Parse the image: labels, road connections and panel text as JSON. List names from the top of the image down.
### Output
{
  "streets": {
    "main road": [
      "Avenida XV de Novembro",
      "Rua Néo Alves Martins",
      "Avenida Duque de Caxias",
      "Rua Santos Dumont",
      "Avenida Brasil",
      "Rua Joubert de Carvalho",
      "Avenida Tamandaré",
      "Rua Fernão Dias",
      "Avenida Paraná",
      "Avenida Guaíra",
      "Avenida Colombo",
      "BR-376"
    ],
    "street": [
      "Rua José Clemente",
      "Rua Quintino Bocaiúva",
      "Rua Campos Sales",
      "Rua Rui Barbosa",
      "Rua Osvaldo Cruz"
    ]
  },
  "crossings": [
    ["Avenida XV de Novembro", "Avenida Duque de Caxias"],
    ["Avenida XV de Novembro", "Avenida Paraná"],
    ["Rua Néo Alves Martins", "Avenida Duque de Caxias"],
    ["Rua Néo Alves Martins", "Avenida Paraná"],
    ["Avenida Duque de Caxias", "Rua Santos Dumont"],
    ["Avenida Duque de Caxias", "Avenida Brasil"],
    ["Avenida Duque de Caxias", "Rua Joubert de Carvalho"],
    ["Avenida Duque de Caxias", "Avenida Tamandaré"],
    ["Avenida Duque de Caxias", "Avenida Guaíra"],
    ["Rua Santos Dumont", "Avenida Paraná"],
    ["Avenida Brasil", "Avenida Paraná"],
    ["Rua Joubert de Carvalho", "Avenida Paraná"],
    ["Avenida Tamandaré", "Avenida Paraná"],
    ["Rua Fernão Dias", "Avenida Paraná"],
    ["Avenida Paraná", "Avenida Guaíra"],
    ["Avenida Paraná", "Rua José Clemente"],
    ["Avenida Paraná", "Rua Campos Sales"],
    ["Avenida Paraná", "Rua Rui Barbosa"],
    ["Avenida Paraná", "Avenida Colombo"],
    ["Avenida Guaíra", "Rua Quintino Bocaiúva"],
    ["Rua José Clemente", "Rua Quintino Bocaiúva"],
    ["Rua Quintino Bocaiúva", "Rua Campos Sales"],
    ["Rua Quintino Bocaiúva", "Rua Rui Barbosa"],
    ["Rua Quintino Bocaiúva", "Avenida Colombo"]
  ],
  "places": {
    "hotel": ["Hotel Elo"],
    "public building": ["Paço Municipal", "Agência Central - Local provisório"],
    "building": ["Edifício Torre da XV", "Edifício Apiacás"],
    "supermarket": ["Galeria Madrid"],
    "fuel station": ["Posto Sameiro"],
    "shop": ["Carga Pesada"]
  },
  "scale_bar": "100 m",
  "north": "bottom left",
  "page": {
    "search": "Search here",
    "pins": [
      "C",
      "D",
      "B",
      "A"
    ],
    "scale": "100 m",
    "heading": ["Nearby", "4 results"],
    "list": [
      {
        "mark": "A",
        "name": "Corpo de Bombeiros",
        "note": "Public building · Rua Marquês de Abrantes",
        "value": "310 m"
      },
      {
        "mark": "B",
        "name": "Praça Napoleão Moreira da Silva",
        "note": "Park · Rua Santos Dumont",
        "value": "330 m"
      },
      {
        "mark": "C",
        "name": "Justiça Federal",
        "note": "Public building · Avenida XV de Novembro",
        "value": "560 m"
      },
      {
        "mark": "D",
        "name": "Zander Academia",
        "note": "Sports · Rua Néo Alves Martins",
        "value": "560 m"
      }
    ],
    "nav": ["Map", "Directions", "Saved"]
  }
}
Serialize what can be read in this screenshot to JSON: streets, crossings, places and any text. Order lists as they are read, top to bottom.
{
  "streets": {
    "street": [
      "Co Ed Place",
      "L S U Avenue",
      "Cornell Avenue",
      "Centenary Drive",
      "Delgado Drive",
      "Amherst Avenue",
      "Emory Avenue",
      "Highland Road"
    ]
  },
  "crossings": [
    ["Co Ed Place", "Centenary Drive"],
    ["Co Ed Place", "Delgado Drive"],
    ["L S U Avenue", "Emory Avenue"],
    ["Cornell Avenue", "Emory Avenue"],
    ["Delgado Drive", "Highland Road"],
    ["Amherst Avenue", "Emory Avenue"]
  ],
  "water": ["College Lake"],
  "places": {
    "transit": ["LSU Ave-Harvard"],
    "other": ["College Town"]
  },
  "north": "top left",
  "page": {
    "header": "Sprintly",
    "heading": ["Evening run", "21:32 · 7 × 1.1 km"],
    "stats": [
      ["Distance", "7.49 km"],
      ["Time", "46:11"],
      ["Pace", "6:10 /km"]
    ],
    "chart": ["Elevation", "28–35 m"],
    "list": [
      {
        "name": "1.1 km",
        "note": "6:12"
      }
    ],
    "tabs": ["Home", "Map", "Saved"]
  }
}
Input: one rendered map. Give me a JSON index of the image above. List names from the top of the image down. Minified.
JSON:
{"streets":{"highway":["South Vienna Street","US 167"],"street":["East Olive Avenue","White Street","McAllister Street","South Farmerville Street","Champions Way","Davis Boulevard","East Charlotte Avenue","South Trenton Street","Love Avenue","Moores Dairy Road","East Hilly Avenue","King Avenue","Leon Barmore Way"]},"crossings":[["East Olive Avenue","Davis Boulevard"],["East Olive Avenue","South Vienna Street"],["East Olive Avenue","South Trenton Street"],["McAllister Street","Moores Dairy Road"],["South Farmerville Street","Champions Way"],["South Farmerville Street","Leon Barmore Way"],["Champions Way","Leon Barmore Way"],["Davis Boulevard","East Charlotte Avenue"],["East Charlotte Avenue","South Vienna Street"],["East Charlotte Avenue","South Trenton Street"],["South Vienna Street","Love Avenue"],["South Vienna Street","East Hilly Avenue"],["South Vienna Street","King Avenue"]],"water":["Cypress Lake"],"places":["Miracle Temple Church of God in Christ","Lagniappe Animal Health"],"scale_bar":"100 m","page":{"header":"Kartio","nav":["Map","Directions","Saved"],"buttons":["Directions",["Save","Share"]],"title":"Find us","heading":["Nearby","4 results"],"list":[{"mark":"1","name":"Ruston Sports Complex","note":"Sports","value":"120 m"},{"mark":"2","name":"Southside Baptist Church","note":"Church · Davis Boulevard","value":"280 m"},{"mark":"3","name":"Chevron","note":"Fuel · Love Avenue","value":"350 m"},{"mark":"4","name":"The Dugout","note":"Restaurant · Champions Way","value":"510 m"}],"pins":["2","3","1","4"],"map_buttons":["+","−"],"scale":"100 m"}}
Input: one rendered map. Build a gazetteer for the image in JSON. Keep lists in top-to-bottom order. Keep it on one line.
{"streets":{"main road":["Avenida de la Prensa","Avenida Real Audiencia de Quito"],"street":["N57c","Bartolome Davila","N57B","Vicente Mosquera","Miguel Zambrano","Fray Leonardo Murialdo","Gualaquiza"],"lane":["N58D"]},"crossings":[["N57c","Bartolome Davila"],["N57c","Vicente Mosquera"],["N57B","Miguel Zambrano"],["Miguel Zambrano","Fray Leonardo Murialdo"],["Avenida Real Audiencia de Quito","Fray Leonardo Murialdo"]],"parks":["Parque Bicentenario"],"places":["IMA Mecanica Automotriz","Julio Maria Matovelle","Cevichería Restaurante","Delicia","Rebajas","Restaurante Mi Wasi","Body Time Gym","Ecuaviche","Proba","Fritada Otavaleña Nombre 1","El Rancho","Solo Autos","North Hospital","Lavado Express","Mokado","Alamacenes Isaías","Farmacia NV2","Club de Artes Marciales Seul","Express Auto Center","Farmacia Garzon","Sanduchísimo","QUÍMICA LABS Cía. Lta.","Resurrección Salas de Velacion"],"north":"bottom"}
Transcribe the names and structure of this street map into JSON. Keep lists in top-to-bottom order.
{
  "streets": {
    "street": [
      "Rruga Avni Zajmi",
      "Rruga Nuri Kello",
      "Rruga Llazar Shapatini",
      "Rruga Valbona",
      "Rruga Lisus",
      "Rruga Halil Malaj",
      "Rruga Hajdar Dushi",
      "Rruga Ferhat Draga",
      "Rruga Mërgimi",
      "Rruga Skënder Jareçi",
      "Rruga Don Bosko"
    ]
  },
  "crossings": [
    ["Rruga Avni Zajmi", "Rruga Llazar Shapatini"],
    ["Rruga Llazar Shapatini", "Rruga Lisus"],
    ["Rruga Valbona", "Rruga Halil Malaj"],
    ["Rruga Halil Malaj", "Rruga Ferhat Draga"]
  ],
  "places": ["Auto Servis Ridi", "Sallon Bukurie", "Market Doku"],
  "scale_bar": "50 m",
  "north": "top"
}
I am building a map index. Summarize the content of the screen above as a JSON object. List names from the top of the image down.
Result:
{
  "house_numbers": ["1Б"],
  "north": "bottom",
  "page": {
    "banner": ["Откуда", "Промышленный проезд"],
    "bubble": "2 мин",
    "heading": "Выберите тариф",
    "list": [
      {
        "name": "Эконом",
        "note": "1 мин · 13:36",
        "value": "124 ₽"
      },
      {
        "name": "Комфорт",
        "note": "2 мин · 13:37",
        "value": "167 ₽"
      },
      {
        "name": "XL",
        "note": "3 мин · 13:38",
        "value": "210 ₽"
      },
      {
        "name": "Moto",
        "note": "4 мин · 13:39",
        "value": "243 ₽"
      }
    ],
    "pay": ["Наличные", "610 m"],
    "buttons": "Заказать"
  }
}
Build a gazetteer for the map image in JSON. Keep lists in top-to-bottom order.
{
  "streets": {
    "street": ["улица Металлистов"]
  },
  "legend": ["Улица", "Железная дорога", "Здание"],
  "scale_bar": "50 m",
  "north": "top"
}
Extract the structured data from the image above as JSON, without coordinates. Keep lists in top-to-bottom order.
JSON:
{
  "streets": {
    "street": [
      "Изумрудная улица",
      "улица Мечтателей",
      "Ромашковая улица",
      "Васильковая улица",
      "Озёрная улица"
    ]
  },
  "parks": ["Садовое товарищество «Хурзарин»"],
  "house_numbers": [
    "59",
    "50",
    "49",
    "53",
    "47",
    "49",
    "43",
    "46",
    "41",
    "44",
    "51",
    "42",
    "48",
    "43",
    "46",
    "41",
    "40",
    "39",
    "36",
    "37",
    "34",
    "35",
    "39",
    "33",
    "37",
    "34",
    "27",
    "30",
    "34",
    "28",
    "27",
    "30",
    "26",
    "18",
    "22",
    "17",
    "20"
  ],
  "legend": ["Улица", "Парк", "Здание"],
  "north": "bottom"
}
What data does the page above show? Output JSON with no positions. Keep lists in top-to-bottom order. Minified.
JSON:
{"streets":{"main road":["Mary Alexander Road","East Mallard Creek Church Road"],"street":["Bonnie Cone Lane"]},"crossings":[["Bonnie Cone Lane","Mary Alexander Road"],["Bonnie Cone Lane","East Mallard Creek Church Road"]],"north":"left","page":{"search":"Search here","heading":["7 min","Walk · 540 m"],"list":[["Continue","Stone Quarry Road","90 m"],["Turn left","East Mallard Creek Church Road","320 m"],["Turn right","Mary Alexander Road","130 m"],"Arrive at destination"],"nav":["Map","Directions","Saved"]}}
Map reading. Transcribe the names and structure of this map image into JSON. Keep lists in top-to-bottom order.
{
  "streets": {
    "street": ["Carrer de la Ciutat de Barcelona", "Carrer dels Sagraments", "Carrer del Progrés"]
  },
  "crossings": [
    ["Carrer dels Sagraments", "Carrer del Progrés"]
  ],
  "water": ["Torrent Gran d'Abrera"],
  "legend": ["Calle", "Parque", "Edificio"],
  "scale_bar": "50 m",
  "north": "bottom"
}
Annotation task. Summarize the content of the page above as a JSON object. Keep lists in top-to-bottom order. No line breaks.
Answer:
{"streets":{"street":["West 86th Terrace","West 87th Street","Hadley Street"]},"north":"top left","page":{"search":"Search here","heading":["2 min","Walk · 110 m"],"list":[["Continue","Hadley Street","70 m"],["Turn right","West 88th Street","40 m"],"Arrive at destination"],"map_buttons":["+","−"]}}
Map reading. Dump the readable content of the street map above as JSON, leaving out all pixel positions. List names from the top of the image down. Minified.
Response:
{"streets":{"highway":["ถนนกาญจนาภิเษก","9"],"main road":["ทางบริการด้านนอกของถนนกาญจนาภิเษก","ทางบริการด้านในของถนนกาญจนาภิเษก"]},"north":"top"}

────

▶ Work task
Each line of the material with the word "Carvalho" in it should be listed.

▶ Your solution
      "Rua Joubert de Carvalho",
    ["Avenida Duque de Caxias", "Rua Joubert de Carvalho"],
    ["Rua Joubert de Carvalho", "Avenida Paraná"],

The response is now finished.